Placed in a classroom within the (now defunct) Etobicoke Board, I needed the help of the school’s IT director to make sure each computer in the ambitious early 90s computer lab had access to the software they need during an in between my weekly lessons.
In their 2014 report, People for Education find that fewer than 1% of Ontario schools lack technology but it wasn’t the case in the early 90s.
Pause here to picture such a lab, and remember (as you can read on fact sheet 5 of the Census 2001 Highlights Immigration to Ontario Internet site) the Toronto census metropolitan area (CMA) had one of the highest proportions of foreign-born residents of all major urban centers in the world. Ontario’s public schools always reflect the faces of the immigration realities of the moment1.
My host school in 1993 had something else that was very new in those days—it had an IT Director. As it turned out, the relationship we developed revealed a conundrum that persists in organizations of many kinds to this day.
Naturally my lesson was being evaluated, and my course directors and adjunct professor expected the learning design to reflect my ideas and interpretations of such things as the anti-racist philosophy of education the Faculty espoused—and that I’d be the one directing the learning. So it was, in my very first adventures in electronically enhance learning design I quickly discovered that I wasn’t looking for an IT director — what I needed was a “facilitator,” and all the support and deference in executing my ideas the subtle distinction implies.
The third vision is a progressive one.
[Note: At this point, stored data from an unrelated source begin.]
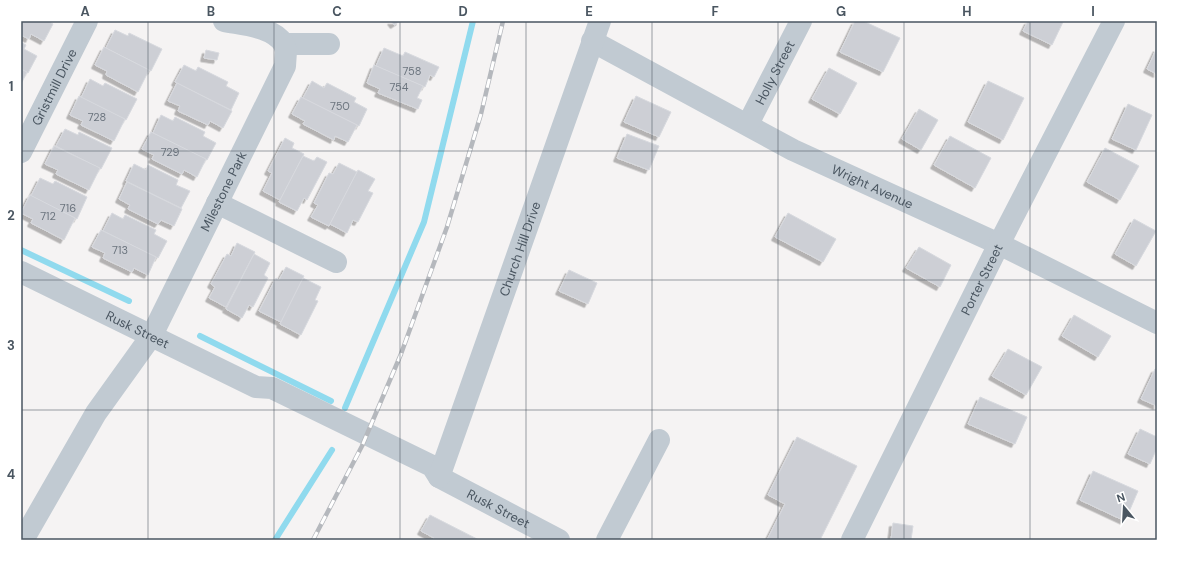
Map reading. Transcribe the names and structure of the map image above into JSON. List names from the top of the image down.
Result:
{
  "streets": {
    "street": [
      "Holly Street",
      "Gristmill Drive",
      "Wright Avenue",
      "Milestone Park",
      "Church Hill Drive",
      "Porter Street",
      "Rusk Street"
    ]
  },
  "crossings": [
    ["Holly Street", "Wright Avenue"],
    ["Wright Avenue", "Church Hill Drive"],
    ["Wright Avenue", "Porter Street"],
    ["Milestone Park", "Rusk Street"],
    ["Church Hill Drive", "Rusk Street"]
  ],
  "house_numbers": [
    "758",
    "754",
    "750",
    "728",
    "729",
    "716",
    "712",
    "713"
  ],
  "north": "top",
  "grid": {
    "columns": [
      "A",
      "B",
      "C",
      "D",
      "E",
      "F",
      "G",
      "H",
      "I"
    ],
    "rows": [
      "1",
      "2",
      "3",
      "4"
    ]
  }
}
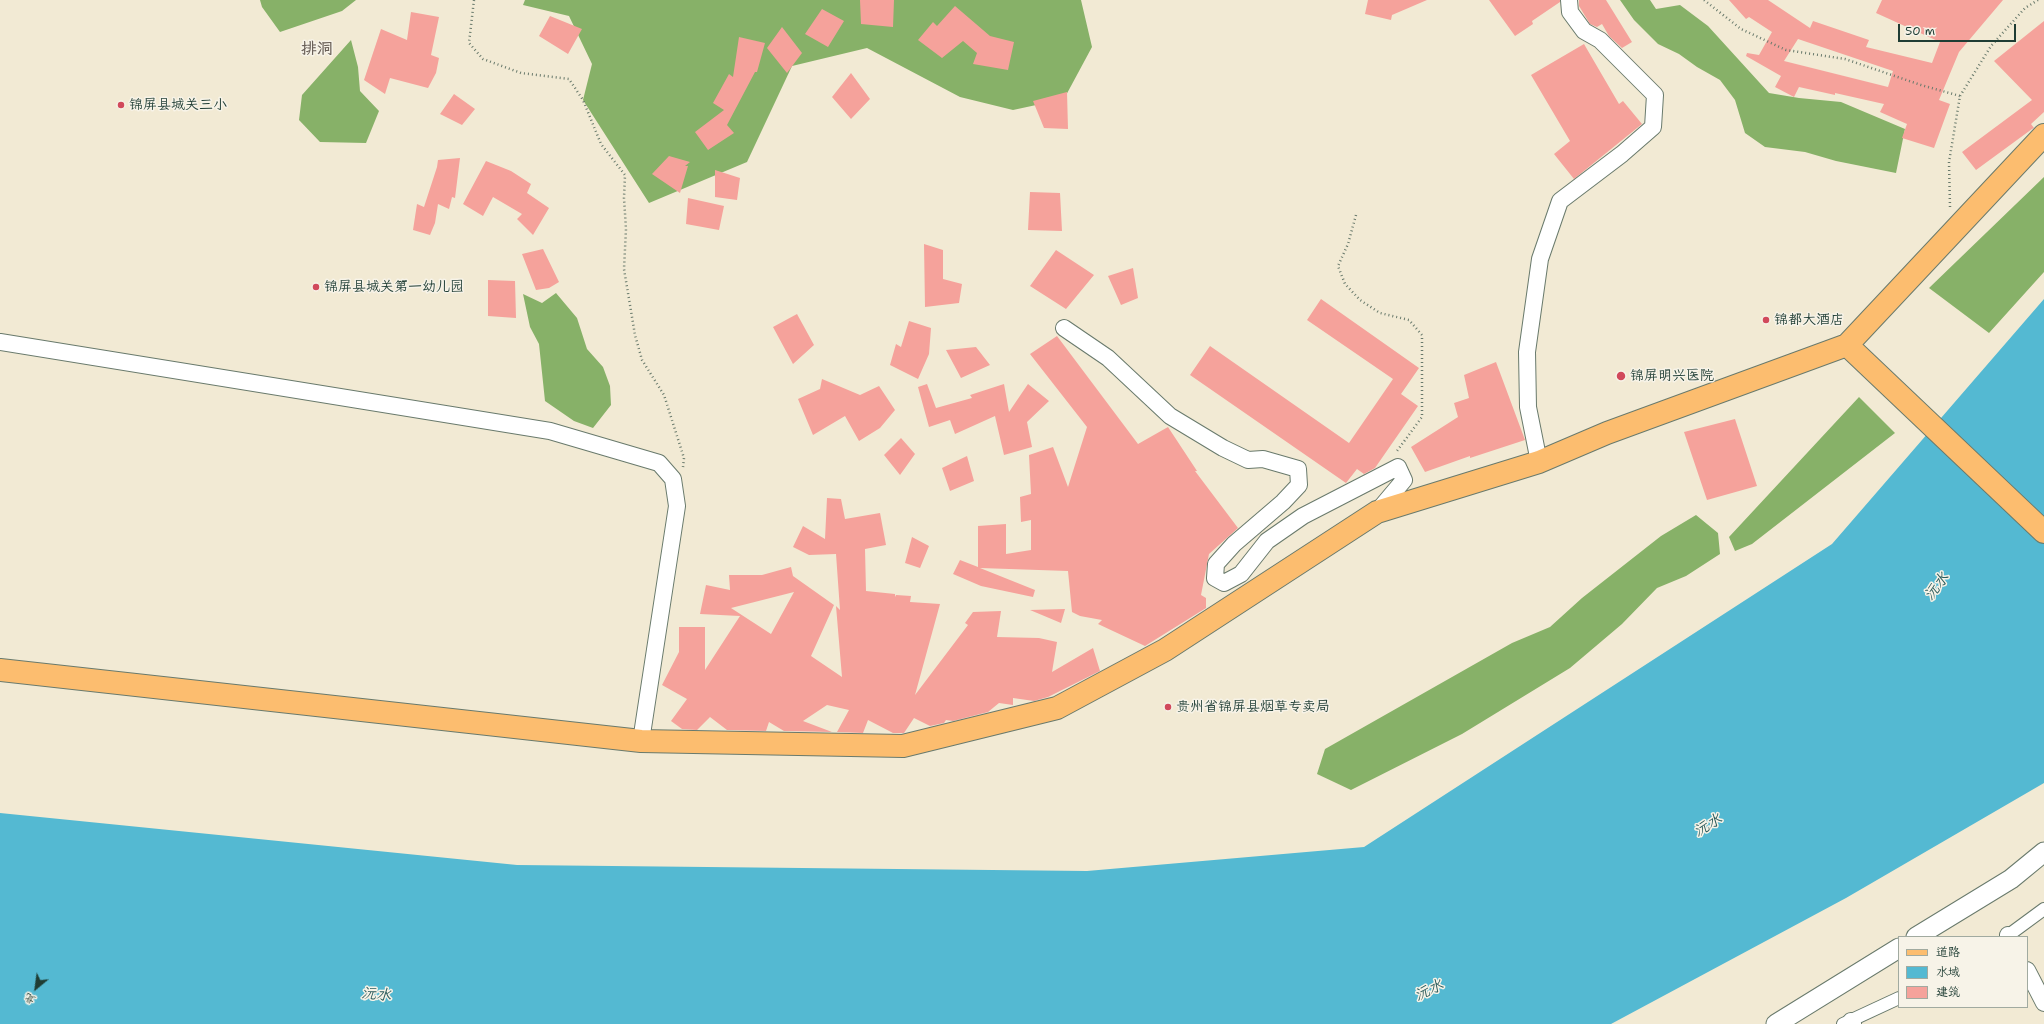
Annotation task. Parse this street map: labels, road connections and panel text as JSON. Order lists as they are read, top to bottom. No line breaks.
{"districts":["排洞"],"water":["沅水"],"places":["锦屏县城关三小","锦屏县城关第一幼儿园","锦都大酒店","锦屏明兴医院","贵州省锦屏县烟草专卖局"],"legend":["道路","水域","建筑"],"scale_bar":"50 m","north":"bottom left"}
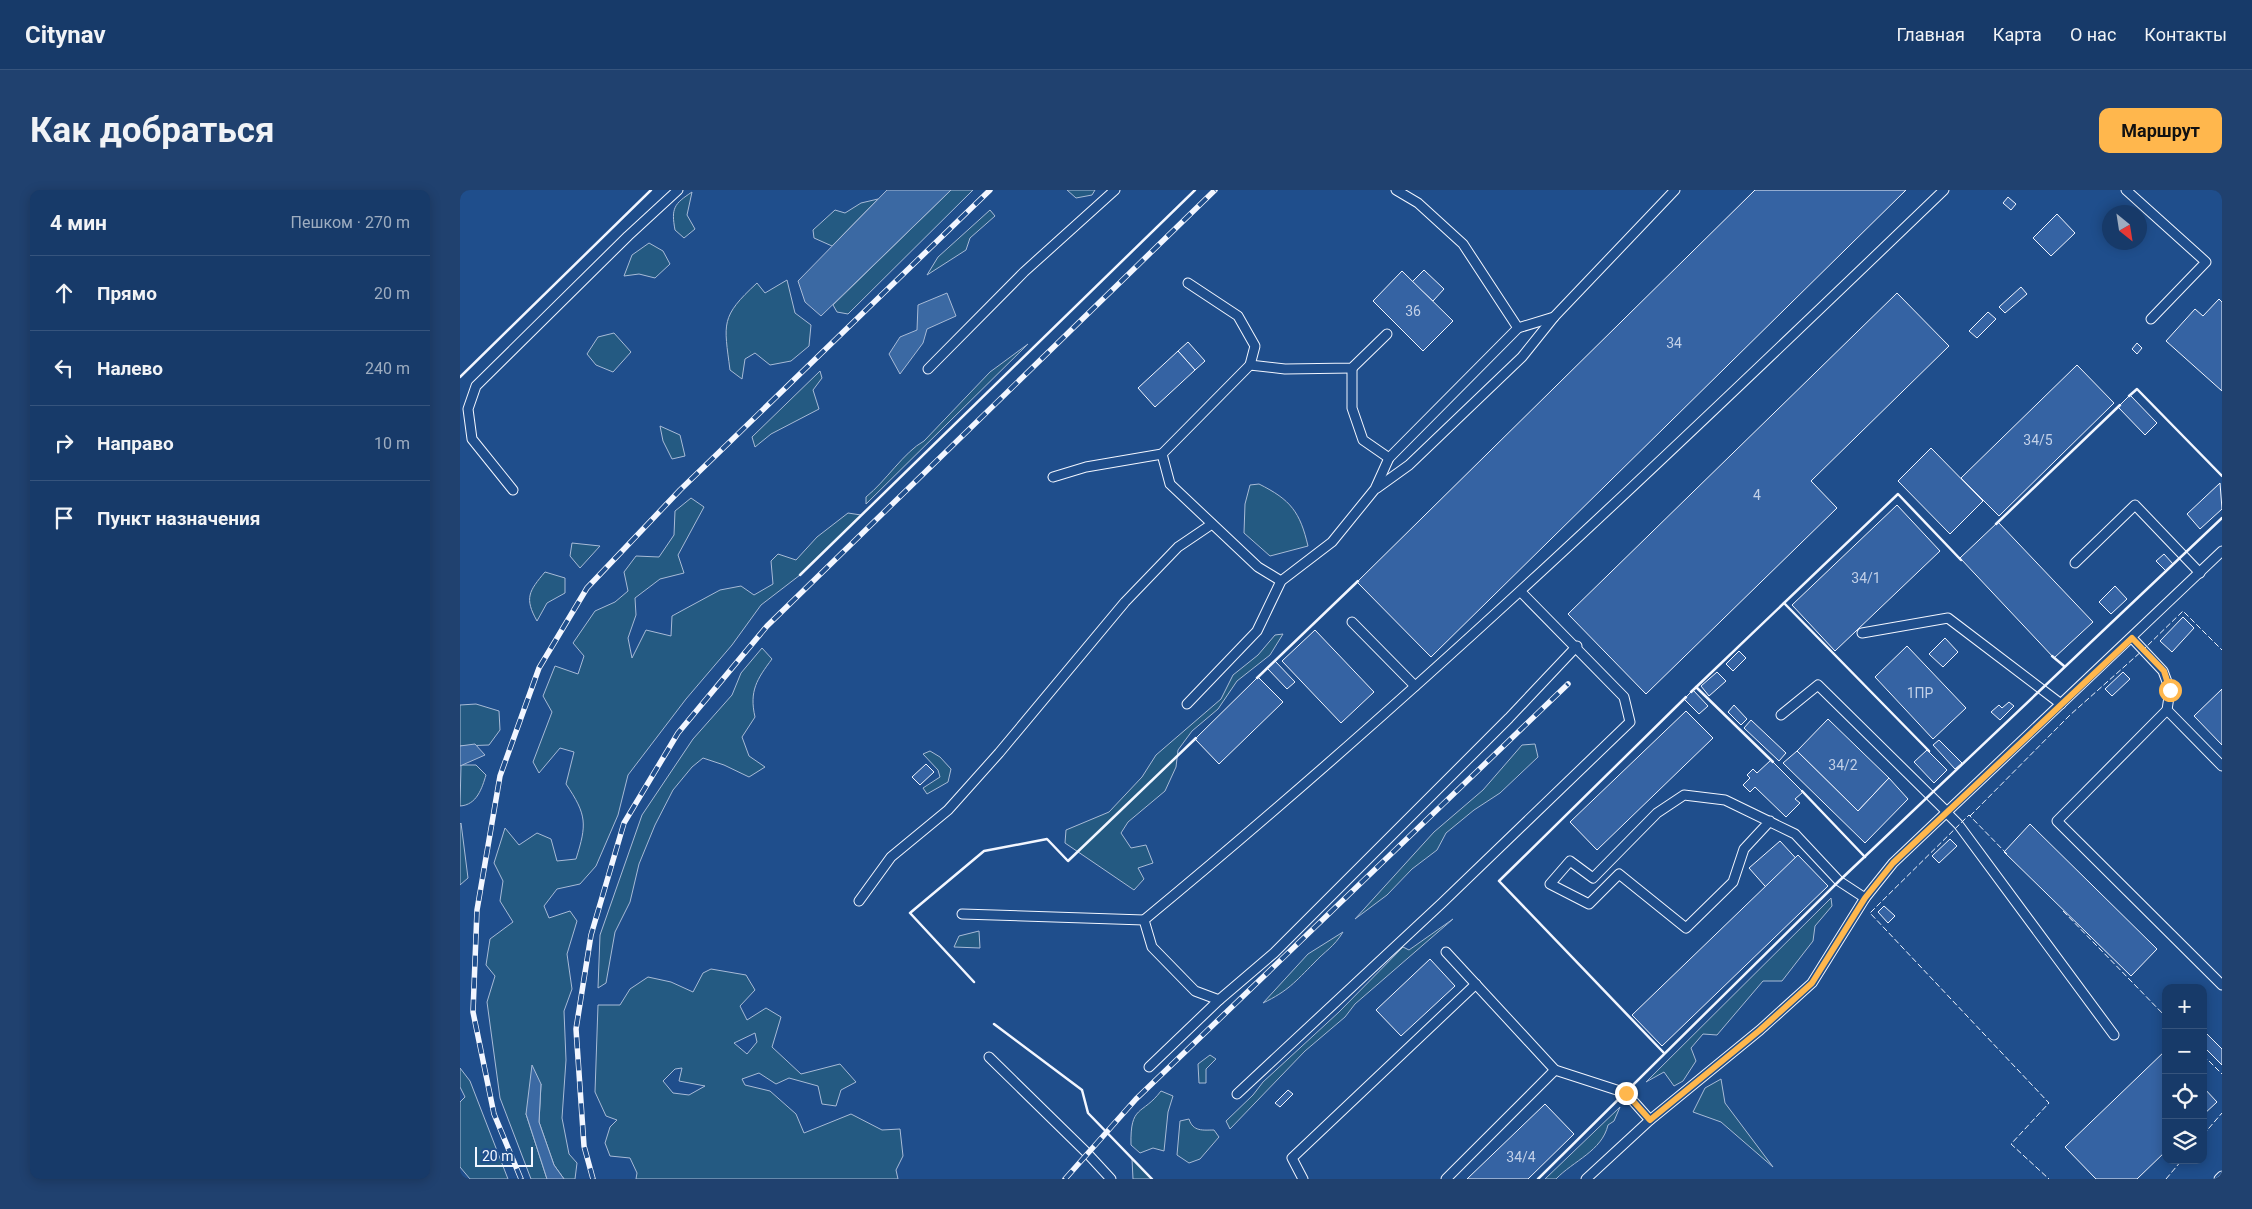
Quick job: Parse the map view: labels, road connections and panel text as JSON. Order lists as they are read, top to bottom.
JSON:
{
  "house_numbers": [
    "36",
    "34",
    "34/5",
    "4",
    "34/1",
    "1ПР",
    "34/2",
    "34/4"
  ],
  "scale_bar": "20 m",
  "north": "bottom right",
  "page": {
    "header": "Citynav",
    "nav": [
      "Главная",
      "Карта",
      "О нас",
      "Контакты"
    ],
    "buttons": "Маршрут",
    "title": "Как добраться",
    "heading": ["4 мин", "Пешком · 270 m"],
    "list": [
      ["Прямо", "20 m"],
      ["Налево", "240 m"],
      ["Направо", "10 m"],
      "Пункт назначения"
    ],
    "map_buttons": ["+", "−"],
    "scale": "20 m"
  }
}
The personal computer is used to amplify human potential. It is an intellectual laboratory and vehicle for self-expression that allows each child to not only learn what we’ve always taught, perhaps with greater efficacy, efficiency or comprehension. The computer makes it possible for students to learn and do in ways unimaginable just a few years ago. This vision of computing democratizes educational opportunity and supports what Papert and Turkle call epistemological pluralism. The learner is at the center of the educational experience and learns in their own way.
—Gary S. Stager, Ph.D.
Among his first questions to me was, why would I want to teach “these children” to write webpages? Maybe he mistook the early 90s fish-eye monitors for crystal balls, because he looked into the third graders’ future and told me they were mostly destined to be “end-users.”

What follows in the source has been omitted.